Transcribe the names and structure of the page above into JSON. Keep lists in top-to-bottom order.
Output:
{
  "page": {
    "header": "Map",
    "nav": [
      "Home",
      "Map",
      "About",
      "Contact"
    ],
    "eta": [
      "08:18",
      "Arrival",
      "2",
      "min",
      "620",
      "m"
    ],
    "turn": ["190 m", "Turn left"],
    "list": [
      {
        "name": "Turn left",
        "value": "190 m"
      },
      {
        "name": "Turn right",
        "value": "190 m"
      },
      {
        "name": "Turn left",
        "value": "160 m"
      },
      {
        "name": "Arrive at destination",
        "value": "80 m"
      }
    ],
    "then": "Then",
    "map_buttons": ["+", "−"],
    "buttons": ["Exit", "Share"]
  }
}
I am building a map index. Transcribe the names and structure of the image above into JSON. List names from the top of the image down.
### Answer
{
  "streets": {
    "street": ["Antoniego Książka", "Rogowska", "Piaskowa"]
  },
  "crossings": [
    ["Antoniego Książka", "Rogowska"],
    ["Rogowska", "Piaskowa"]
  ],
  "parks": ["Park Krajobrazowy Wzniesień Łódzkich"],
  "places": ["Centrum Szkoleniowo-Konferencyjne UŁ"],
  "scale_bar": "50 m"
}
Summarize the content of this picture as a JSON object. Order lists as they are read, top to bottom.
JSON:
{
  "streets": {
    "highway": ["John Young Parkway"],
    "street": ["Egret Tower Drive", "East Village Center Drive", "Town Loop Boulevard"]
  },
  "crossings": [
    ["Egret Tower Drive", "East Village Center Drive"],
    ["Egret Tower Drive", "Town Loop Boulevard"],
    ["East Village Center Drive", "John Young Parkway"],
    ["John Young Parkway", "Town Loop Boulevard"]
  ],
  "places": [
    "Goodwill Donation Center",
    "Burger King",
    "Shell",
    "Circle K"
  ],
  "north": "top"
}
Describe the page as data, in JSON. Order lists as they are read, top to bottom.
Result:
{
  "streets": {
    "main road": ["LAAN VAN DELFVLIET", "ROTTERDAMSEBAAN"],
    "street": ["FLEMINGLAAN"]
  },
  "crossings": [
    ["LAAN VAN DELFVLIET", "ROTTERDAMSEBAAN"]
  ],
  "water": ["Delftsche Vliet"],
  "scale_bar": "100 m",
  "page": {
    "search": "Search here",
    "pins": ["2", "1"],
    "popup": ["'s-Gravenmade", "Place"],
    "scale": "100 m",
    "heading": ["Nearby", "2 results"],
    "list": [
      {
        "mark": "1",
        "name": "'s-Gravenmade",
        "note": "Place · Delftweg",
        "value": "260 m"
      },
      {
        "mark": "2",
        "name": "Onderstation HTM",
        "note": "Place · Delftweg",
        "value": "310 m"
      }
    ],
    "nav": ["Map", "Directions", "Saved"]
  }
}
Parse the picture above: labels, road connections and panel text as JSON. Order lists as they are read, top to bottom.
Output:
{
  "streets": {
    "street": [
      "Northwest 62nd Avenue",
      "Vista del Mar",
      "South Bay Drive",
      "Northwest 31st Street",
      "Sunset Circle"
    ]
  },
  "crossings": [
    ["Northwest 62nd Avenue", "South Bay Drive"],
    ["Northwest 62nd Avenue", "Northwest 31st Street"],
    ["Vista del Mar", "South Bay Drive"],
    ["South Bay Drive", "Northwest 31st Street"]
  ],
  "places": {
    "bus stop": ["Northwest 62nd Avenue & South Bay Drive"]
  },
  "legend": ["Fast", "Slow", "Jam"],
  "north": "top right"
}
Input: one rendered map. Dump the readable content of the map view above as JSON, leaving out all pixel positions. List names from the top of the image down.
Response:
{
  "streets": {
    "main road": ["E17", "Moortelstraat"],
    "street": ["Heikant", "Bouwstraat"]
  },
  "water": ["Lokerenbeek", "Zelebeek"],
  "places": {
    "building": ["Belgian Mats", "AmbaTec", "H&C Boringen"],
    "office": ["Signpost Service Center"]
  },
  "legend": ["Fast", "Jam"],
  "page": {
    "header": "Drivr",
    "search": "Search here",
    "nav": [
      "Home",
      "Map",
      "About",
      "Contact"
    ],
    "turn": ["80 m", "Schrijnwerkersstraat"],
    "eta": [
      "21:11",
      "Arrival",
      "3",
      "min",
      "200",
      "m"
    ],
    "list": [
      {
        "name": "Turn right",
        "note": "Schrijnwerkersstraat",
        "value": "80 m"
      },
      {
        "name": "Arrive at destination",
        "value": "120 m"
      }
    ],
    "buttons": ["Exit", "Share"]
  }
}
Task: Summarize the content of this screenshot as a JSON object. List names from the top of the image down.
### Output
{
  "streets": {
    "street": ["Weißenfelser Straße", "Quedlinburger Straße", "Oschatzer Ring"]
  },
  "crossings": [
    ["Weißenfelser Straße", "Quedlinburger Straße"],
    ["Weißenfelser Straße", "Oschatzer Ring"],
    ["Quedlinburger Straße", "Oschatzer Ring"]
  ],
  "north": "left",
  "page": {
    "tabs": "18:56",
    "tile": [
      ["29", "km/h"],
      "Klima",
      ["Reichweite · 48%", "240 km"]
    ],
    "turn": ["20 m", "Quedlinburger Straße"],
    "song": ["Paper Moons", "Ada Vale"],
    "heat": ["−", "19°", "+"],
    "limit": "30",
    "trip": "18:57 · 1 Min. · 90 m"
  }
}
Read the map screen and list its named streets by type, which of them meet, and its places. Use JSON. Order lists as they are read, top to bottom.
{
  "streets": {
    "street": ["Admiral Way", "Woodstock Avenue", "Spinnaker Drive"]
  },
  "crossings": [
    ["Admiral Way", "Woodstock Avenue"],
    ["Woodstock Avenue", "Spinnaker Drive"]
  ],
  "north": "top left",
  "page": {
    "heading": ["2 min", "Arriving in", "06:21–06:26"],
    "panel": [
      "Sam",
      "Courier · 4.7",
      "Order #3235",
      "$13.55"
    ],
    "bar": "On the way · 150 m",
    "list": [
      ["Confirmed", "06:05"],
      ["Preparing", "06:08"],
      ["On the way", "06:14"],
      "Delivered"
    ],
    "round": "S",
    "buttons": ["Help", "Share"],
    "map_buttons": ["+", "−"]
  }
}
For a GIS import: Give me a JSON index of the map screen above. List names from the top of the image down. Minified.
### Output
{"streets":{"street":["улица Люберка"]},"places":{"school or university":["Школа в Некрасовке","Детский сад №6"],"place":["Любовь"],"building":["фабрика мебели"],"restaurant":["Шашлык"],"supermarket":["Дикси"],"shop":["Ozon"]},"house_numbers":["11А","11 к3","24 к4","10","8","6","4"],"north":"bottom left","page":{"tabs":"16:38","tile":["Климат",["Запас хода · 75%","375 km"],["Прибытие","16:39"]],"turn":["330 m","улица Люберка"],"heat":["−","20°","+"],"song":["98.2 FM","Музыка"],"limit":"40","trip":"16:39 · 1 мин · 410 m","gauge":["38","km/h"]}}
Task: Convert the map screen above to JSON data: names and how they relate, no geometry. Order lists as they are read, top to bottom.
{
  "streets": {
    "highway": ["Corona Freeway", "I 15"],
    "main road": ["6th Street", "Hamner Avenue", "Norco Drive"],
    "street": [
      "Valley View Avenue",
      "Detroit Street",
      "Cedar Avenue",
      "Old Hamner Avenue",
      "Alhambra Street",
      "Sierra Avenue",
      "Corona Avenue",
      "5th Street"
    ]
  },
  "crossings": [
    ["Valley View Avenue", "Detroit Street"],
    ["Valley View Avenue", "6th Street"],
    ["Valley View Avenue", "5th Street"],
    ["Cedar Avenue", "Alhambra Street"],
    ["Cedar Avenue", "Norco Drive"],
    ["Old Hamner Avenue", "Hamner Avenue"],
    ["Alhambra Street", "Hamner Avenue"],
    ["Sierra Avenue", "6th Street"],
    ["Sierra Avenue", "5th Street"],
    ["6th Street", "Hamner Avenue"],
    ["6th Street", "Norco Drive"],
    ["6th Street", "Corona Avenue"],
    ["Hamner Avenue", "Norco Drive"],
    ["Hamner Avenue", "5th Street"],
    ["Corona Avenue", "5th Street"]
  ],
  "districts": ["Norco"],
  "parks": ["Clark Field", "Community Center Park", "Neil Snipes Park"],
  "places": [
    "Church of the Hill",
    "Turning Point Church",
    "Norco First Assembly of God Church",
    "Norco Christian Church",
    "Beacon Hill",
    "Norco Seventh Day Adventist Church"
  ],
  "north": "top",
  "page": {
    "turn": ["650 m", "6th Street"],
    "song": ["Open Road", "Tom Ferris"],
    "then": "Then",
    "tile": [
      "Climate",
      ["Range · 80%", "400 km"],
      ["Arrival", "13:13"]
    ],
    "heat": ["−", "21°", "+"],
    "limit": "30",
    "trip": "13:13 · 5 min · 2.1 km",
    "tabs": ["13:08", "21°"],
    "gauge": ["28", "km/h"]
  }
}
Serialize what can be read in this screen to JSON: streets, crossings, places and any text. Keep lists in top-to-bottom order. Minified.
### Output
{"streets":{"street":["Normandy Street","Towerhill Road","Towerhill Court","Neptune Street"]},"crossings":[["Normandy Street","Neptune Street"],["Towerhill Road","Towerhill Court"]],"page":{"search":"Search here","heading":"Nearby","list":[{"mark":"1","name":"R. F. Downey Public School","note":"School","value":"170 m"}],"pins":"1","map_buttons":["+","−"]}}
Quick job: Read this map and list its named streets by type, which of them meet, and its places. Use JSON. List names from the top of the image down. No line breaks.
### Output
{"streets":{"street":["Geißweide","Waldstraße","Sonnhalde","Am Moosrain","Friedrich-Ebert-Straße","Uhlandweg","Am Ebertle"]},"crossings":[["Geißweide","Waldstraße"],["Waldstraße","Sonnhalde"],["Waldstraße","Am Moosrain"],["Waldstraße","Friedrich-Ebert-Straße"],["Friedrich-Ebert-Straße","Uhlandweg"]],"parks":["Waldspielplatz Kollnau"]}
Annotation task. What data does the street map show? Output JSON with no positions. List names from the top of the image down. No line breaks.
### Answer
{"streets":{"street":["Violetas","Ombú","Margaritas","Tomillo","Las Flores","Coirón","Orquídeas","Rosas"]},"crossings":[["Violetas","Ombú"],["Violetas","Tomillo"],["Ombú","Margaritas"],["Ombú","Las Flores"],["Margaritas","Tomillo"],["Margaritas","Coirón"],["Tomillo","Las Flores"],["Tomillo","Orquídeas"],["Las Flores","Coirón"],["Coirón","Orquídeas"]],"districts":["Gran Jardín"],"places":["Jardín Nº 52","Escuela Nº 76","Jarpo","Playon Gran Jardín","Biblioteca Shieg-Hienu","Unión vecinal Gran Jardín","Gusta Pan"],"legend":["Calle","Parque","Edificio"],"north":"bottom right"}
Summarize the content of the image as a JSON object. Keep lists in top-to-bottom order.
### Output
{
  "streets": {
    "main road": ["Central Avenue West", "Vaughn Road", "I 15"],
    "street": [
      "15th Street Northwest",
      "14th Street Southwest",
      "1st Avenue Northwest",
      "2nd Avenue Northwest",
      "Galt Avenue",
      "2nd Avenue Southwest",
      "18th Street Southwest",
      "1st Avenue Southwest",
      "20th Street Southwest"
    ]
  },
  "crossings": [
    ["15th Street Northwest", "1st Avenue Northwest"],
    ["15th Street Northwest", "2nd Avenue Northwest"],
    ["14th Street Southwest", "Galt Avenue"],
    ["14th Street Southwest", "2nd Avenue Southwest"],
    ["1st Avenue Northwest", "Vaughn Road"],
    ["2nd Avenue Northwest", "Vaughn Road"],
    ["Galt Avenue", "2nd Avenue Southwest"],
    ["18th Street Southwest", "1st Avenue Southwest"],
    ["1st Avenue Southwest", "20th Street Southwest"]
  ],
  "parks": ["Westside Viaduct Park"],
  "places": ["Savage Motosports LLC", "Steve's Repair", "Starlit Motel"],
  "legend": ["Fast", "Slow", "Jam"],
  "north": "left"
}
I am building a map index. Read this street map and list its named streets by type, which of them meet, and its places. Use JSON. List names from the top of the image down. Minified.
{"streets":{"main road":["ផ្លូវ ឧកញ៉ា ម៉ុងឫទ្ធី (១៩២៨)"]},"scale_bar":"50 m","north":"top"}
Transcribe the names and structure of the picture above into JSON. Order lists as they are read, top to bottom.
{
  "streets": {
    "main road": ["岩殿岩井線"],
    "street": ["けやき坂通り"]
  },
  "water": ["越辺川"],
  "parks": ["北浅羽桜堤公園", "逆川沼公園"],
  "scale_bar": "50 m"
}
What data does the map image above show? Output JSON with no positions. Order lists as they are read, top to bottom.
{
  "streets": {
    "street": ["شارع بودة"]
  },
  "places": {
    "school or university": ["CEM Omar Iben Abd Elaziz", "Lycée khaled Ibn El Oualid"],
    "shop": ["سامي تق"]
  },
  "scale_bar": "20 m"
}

**Goal of the exercise**. Your answer should consist of the lines of the listing that contain "Keep", copied as they stand.

**Problem solution**.
Transcribe the names and structure of the page above into JSON. Keep lists in top-to-bottom order.
Serialize what can be read in this screen to JSON: streets, crossings, places and any text. Keep lists in top-to-bottom order. Minified.
Summarize the content of the image as a JSON object. Keep lists in top-to-bottom order.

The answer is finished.